Skeptics like to make a big point concerning the apparent irrationality of all the minutiae of Old Testament Law. What's with all the petty details about oxen and sheep, the slaughtering of animals, circumcision and the rest of it? How is that conducive to human flourishing? This misses the point. If you told me that if I and my family all got mohawks and dyed our hair red, and did that for generation unto generation, then God would bless my family with enduring life till the end of history, I would be skeptical. But if you showed me an ancient book where God commanded a people to do that very thing, and that people had been getting red mohawks for twenty-five hundred years and remained intact as a culture and a people, outlasting by far any other people, then I would be tempted to head for the barber myself. So what if it doesn't make sense to me? There are stranger things in the world than are dreamt of in my philosophy.

God does not offer the Law to the Hebrews as something reasonable. He does not even offer it to them as something true. God is "realistic" in the most basic sense, for he offers the Covenant in terms of the most basic realities, life and death. And it makes it clear to us, today, the terms in which it is appropriate to judge the Old Testament: Did it and does it give life? Is it alive today?
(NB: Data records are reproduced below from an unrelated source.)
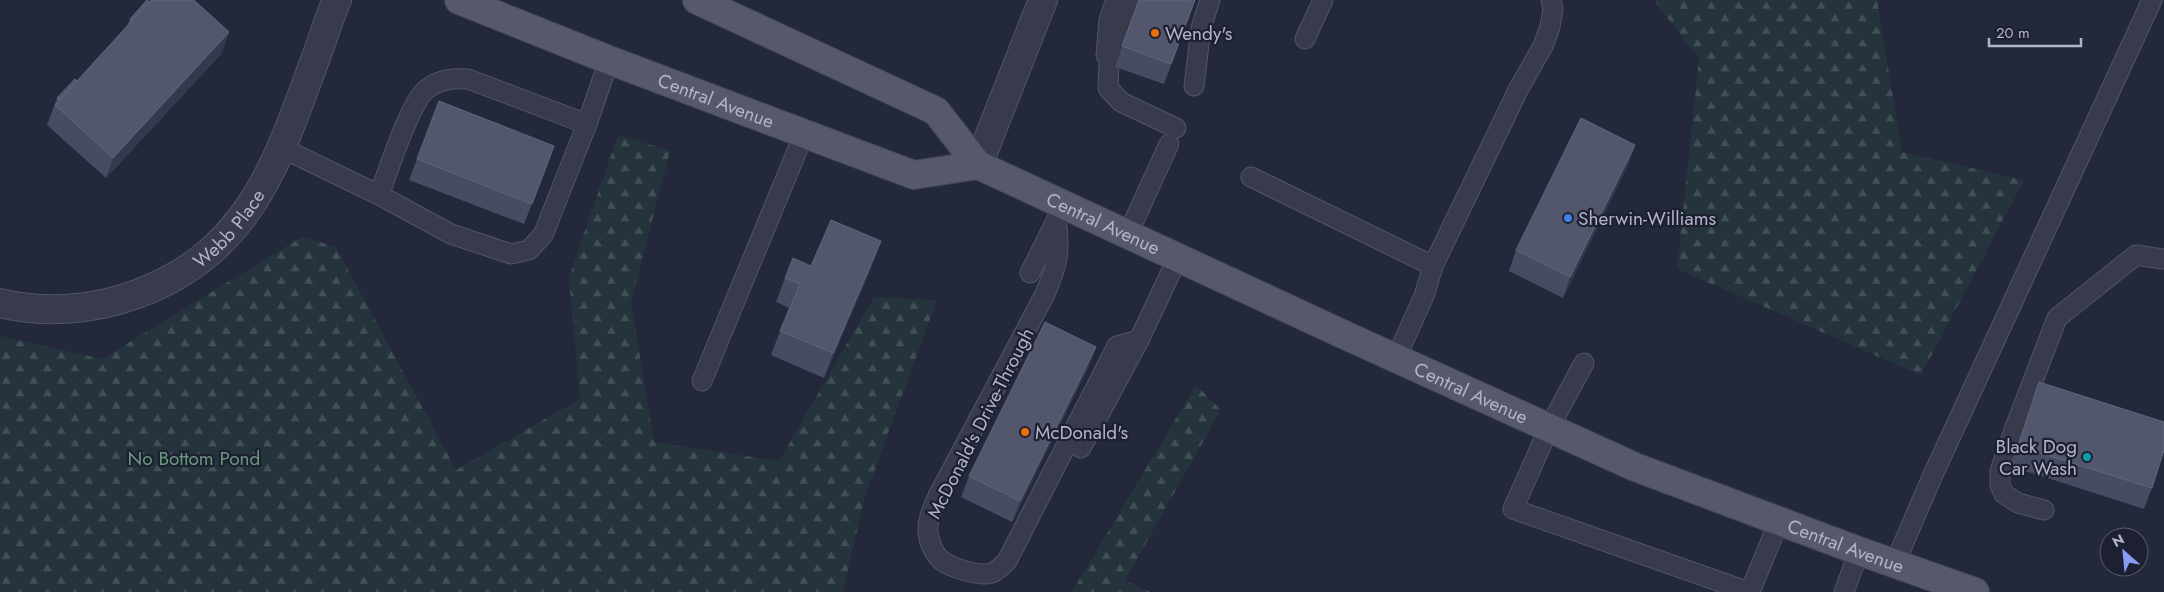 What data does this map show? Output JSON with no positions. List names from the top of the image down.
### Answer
{
  "streets": {
    "main road": ["Central Avenue"],
    "street": ["Webb Place"],
    "lane": ["McDonald's Drive-Through"]
  },
  "crossings": [
    ["Central Avenue", "McDonald's Drive-Through"]
  ],
  "parks": ["No Bottom Pond"],
  "places": [
    "Wendy's",
    "Sherwin-Williams",
    "McDonald's",
    "Black Dog Car Wash"
  ],
  "scale_bar": "20 m",
  "north": "top left"
}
Jesus Christ casts the New Covenant in similar terms in the New Testament (John 3:16). Jesus does proclaim himself to be the Truth, but his constant refrain is that his Gospel is a gospel of life. And so we may judge the New Covenant in the same terms as the Old. Did it and does it give life? Is it alive today? Yes, in the Body of Christ in the Roman Catholic Church.

4 comments:

Anonymous said...

i think i just found a new favorite blog. you depth is refreshing

EdT said...

Dave,
I think this is a good line of argument but the miracle is still historical in that it relies on the historical existance of the Jews and the Church. Though I think most would agree this is a highly probable existance.

David T. said...

Anon,

thanks for the kind words... stop by anytime...

David

David T. said...

Ed,

The point about the Jews and the Catholics is that they are living realities right now whose existence is undeniable, not hypothetical constructs from times gone by. What explains the present realities of the Jews and the Church?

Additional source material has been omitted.